=== Problem ===
Return every line from the records below that has the word "names".

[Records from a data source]

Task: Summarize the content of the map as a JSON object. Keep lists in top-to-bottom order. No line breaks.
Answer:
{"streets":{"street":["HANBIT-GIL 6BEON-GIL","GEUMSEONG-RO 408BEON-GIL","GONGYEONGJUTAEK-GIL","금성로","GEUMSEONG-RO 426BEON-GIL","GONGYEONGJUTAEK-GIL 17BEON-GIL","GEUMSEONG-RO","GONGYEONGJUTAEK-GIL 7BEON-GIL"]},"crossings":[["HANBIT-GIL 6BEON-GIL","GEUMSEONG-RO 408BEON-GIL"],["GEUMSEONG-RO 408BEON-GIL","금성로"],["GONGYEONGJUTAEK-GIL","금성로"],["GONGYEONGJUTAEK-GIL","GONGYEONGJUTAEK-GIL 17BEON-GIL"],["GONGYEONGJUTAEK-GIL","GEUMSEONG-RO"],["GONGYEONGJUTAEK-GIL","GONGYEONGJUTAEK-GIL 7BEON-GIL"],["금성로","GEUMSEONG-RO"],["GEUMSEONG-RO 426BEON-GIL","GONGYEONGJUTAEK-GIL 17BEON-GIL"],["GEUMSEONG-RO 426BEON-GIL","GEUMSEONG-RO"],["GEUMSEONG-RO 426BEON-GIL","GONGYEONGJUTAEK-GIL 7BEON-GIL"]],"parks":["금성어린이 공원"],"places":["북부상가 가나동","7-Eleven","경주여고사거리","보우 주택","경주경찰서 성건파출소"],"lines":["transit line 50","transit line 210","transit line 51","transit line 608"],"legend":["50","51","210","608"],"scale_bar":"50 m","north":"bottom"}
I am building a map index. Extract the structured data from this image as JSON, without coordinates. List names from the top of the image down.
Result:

==

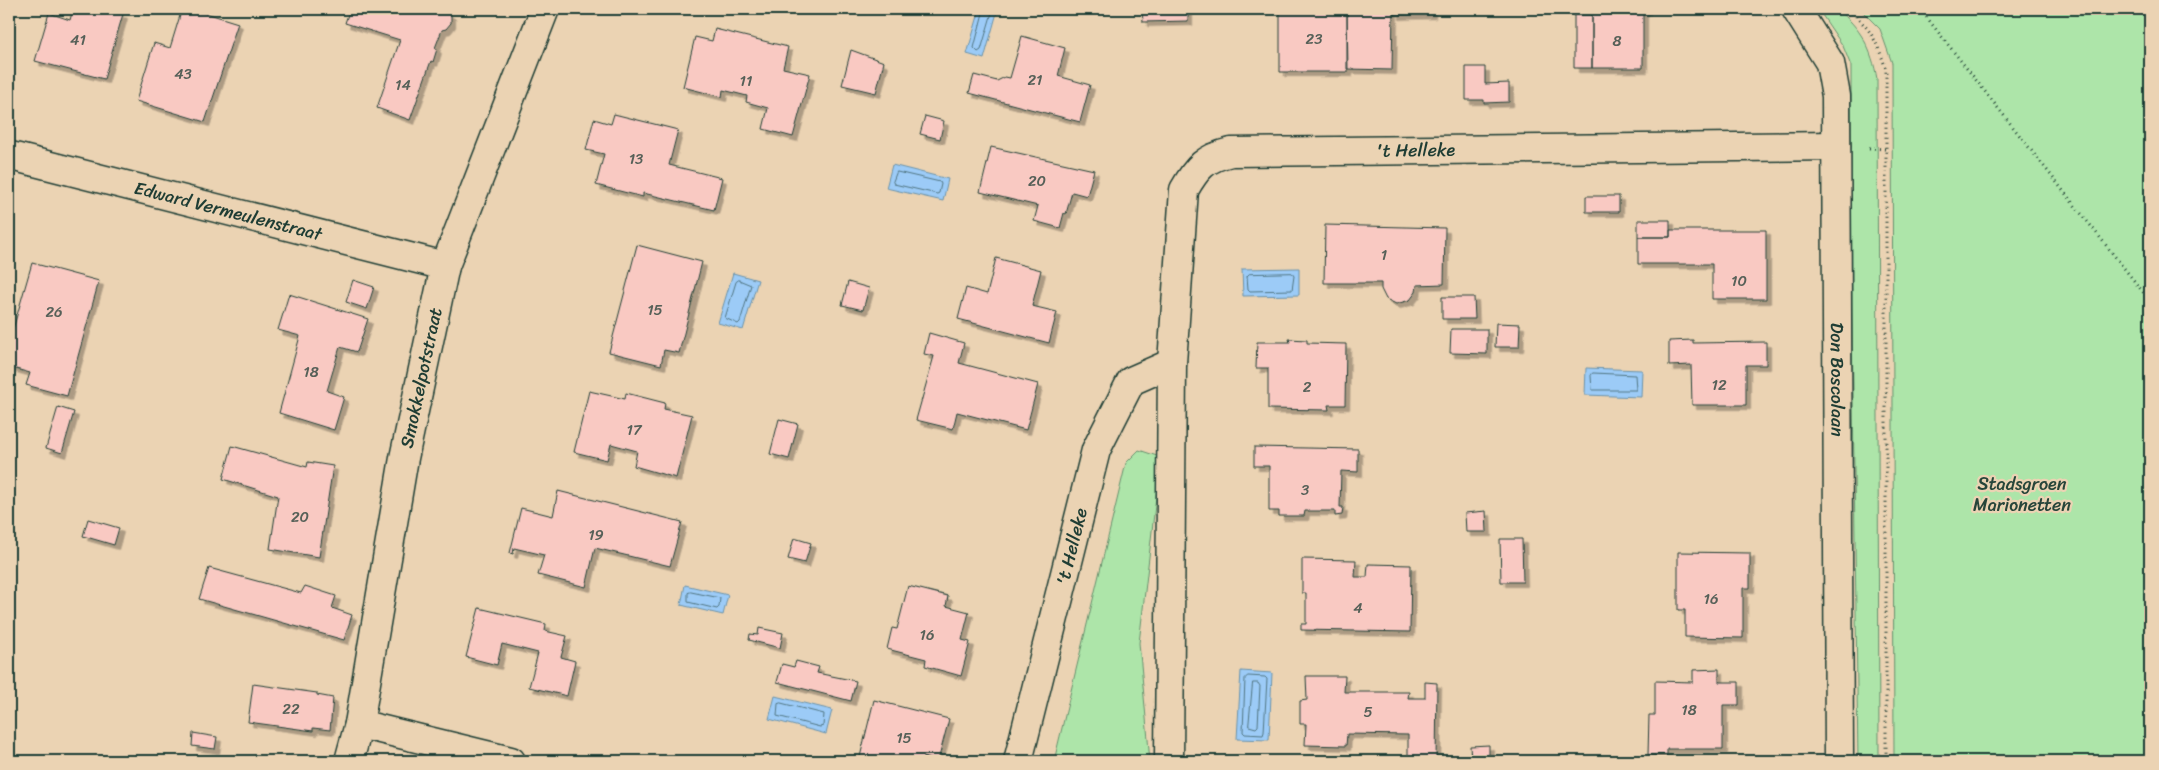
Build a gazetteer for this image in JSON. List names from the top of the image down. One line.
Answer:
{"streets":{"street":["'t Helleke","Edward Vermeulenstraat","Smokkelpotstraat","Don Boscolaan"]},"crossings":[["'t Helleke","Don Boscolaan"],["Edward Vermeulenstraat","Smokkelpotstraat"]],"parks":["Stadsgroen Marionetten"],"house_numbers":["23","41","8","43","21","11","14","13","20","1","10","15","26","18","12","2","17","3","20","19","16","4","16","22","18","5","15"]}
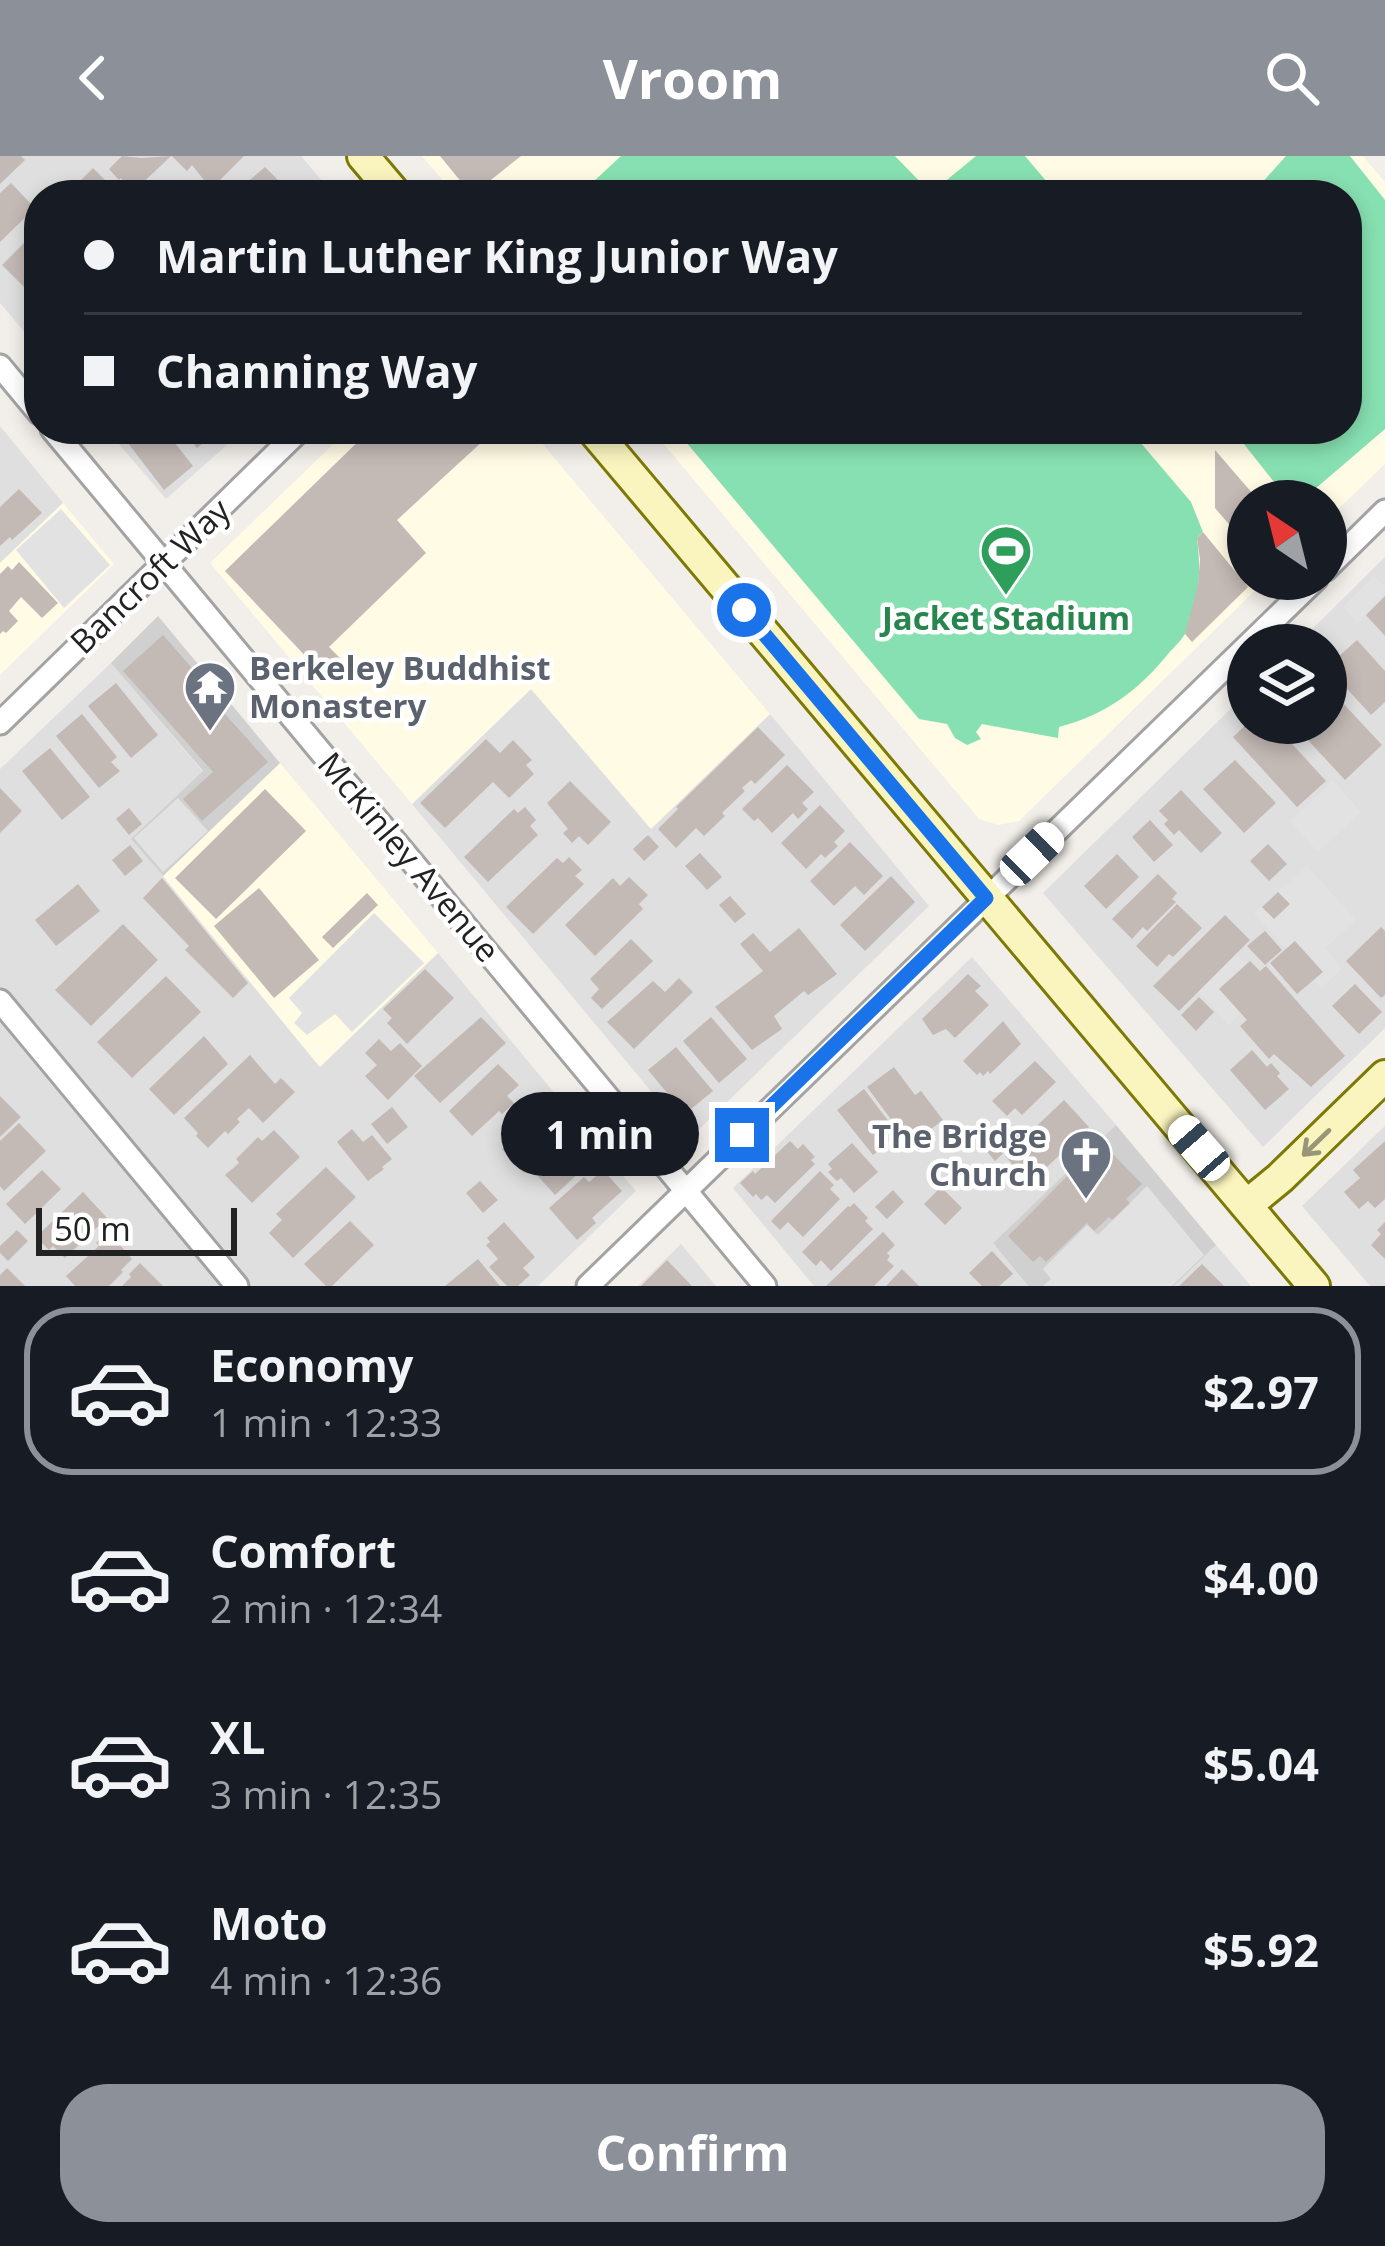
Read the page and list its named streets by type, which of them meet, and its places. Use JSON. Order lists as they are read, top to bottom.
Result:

=== Solution to this exercise ===
I am building a map index. Extract the structured data from this image as JSON, without coordinates. List names from the top of the image down.
Build a gazetteer for this image in JSON. List names from the top of the image down. One line.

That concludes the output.